> _SOURCE INFORMATION_:
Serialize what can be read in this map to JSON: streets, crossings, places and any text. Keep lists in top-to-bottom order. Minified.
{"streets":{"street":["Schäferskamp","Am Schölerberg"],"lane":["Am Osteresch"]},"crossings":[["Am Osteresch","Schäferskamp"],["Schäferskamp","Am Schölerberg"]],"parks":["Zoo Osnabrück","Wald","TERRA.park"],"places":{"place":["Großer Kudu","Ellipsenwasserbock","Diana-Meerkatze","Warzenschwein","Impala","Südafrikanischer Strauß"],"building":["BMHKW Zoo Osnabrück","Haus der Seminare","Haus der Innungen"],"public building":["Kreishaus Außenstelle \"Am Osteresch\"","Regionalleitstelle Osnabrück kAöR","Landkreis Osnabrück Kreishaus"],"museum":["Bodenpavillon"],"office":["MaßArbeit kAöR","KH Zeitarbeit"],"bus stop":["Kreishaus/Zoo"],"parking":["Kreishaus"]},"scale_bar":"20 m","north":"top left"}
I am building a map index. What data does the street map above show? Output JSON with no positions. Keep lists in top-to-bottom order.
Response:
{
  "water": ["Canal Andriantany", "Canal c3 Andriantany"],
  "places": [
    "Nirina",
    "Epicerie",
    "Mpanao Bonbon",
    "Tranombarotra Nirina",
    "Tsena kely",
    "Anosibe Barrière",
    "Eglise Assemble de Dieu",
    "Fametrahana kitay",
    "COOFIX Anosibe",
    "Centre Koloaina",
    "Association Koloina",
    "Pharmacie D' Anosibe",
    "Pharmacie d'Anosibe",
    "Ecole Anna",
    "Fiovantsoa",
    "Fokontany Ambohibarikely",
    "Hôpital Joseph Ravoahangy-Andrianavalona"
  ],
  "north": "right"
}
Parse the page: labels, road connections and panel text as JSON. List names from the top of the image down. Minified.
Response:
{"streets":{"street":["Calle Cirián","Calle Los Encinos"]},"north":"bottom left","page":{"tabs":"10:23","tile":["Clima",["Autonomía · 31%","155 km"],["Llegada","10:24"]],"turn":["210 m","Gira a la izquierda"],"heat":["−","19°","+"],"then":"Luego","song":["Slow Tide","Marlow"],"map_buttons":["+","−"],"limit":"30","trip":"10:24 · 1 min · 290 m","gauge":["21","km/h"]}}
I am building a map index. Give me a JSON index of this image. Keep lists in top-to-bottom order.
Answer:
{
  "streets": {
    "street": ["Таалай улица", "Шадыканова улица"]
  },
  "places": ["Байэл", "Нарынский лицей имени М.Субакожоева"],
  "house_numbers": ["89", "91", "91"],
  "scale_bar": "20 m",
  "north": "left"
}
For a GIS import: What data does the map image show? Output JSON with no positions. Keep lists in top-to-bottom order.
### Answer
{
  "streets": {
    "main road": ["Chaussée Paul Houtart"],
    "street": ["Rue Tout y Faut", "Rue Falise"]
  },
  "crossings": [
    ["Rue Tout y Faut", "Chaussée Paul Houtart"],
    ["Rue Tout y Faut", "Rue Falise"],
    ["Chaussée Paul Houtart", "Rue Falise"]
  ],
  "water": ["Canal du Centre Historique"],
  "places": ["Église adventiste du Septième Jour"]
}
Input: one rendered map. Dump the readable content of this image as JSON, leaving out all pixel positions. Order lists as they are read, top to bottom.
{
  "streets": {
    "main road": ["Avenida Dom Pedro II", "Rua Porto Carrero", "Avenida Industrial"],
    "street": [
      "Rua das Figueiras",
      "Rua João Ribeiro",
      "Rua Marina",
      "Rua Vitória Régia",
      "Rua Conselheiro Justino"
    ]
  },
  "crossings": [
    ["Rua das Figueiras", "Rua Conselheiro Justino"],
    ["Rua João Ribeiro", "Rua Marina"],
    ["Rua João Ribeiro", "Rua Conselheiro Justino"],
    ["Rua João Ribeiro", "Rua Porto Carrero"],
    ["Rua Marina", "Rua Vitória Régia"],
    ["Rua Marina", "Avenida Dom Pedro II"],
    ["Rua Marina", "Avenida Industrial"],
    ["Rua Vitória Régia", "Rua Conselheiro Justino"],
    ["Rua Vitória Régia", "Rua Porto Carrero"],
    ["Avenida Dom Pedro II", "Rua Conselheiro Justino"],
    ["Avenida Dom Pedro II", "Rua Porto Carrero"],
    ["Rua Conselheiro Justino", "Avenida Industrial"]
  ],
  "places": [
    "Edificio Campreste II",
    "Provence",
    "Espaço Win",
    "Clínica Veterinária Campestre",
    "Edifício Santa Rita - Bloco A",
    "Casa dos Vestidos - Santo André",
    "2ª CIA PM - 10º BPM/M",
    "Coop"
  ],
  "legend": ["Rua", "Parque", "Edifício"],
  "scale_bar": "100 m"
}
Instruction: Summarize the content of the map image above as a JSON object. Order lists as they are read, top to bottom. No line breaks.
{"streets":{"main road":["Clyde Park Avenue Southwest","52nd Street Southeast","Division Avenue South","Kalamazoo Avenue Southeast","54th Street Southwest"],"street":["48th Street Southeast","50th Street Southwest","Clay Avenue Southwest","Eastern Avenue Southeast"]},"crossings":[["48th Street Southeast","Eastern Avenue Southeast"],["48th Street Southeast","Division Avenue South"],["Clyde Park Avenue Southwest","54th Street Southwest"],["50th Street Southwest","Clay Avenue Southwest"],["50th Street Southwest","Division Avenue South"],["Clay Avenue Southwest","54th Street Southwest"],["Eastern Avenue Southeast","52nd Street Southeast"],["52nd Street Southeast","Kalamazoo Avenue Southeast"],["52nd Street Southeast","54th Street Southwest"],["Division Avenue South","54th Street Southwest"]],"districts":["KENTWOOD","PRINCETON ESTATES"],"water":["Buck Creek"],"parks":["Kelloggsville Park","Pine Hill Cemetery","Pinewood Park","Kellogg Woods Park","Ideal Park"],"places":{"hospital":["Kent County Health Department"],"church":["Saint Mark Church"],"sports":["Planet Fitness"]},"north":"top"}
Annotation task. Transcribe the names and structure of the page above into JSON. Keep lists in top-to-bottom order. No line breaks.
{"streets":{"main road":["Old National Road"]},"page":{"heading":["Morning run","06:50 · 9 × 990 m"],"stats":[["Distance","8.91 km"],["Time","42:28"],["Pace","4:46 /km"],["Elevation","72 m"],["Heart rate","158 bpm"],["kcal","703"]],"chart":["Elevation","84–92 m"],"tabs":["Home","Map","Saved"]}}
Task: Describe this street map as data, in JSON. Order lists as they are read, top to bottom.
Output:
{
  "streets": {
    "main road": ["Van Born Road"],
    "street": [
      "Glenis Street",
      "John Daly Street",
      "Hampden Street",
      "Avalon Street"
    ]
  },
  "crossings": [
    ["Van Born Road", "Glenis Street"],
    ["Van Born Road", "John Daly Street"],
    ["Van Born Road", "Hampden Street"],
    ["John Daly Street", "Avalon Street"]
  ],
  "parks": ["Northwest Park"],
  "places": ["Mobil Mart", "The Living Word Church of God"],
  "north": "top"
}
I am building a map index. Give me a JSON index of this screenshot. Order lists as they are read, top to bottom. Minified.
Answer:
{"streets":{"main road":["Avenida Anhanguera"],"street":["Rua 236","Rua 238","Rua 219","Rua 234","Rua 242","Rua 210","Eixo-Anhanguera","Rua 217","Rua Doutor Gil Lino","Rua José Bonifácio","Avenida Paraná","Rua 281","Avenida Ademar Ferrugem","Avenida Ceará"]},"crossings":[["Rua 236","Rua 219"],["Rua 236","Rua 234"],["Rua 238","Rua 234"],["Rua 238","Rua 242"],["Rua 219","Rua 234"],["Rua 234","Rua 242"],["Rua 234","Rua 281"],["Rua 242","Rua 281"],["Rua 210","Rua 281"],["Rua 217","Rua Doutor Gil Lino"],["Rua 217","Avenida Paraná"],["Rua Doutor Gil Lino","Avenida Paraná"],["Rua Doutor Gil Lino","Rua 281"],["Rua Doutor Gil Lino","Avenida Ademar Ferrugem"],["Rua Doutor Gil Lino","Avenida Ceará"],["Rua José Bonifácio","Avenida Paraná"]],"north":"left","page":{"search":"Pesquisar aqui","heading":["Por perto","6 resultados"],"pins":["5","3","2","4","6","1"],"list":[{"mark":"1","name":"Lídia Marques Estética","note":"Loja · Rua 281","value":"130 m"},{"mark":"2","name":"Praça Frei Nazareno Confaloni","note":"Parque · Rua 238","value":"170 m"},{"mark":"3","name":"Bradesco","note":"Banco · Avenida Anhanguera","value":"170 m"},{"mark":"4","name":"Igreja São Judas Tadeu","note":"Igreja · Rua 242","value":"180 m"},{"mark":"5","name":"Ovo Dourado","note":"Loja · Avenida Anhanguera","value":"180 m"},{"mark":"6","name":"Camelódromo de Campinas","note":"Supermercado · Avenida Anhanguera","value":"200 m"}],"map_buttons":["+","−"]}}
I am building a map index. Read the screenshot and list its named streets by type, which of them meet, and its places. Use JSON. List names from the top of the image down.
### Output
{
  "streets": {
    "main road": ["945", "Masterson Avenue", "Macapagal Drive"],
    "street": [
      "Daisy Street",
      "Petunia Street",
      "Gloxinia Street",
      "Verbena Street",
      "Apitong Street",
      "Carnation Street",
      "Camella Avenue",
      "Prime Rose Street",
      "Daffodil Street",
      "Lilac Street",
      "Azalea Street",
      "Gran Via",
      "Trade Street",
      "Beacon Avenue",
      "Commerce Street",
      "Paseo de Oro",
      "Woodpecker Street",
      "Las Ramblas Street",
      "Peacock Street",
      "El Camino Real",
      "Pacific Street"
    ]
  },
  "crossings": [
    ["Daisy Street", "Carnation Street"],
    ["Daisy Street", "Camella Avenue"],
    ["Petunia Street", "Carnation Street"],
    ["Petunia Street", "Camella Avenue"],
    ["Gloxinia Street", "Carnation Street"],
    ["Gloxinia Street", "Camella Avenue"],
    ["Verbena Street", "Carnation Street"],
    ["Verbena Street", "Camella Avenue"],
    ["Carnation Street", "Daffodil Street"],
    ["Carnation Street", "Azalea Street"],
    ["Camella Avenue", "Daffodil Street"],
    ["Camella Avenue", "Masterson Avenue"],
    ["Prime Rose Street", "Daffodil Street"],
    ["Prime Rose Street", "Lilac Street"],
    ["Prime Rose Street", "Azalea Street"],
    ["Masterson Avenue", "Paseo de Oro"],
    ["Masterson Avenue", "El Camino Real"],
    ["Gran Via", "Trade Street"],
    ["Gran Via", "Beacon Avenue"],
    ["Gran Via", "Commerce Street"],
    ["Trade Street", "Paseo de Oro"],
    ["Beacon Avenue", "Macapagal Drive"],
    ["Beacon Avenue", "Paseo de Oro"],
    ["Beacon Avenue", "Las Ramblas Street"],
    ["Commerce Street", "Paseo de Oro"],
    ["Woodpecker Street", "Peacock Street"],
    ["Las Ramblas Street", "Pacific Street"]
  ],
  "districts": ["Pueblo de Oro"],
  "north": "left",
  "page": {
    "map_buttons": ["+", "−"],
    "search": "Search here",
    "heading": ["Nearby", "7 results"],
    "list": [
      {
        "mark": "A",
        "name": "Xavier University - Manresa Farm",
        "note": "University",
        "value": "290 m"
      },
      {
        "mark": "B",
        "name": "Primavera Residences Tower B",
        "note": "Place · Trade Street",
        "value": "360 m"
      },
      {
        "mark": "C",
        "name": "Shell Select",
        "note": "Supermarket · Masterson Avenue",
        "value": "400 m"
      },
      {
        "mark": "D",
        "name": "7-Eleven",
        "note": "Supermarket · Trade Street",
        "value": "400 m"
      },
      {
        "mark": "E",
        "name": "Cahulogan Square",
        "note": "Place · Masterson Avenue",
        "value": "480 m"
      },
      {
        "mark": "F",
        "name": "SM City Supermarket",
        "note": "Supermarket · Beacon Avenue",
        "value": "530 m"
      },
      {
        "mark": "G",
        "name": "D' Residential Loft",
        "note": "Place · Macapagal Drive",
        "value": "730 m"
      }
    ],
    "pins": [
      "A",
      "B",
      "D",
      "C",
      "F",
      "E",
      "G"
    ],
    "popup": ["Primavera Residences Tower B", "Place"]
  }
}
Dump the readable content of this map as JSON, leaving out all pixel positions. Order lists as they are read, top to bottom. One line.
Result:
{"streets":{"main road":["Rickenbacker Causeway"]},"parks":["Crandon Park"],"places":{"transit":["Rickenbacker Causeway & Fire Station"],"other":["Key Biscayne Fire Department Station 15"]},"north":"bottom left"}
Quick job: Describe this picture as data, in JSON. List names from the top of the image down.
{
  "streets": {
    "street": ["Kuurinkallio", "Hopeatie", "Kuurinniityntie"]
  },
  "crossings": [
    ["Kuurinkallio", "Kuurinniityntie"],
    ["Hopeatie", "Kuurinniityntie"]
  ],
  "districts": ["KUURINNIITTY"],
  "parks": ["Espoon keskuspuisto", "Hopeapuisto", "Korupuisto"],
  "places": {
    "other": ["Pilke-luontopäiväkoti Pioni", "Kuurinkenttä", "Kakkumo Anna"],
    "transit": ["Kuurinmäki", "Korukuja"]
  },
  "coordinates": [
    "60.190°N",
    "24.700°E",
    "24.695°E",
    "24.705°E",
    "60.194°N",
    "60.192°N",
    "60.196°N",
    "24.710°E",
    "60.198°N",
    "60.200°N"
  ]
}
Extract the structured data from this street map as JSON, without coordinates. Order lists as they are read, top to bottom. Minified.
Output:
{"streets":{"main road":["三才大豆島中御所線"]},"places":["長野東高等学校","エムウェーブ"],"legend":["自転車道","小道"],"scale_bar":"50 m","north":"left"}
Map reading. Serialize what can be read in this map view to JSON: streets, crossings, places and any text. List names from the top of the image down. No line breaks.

> _AIM OF THE EXERCISE_: Please let your answer be exactly the lines from the one holding "Dump the readable content of this map" through the last line of the entries above, both ends included.

> _TASK ANSWER_:
Dump the readable content of this map as JSON, leaving out all pixel positions. Order lists as they are read, top to bottom. One line.
Result:
{"streets":{"main road":["Rickenbacker Causeway"]},"parks":["Crandon Park"],"places":{"transit":["Rickenbacker Causeway & Fire Station"],"other":["Key Biscayne Fire Department Station 15"]},"north":"bottom left"}
Quick job: Describe this picture as data, in JSON. List names from the top of the image down.
{
  "streets": {
    "street": ["Kuurinkallio", "Hopeatie", "Kuurinniityntie"]
  },
  "crossings": [
    ["Kuurinkallio", "Kuurinniityntie"],
    ["Hopeatie", "Kuurinniityntie"]
  ],
  "districts": ["KUURINNIITTY"],
  "parks": ["Espoon keskuspuisto", "Hopeapuisto", "Korupuisto"],
  "places": {
    "other": ["Pilke-luontopäiväkoti Pioni", "Kuurinkenttä", "Kakkumo Anna"],
    "transit": ["Kuurinmäki", "Korukuja"]
  },
  "coordinates": [
    "60.190°N",
    "24.700°E",
    "24.695°E",
    "24.705°E",
    "60.194°N",
    "60.192°N",
    "60.196°N",
    "24.710°E",
    "60.198°N",
    "60.200°N"
  ]
}
Extract the structured data from this street map as JSON, without coordinates. Order lists as they are read, top to bottom. Minified.
Output:
{"streets":{"main road":["三才大豆島中御所線"]},"places":["長野東高等学校","エムウェーブ"],"legend":["自転車道","小道"],"scale_bar":"50 m","north":"left"}
Map reading. Serialize what can be read in this map view to JSON: streets, crossings, places and any text. List names from the top of the image down. No line breaks.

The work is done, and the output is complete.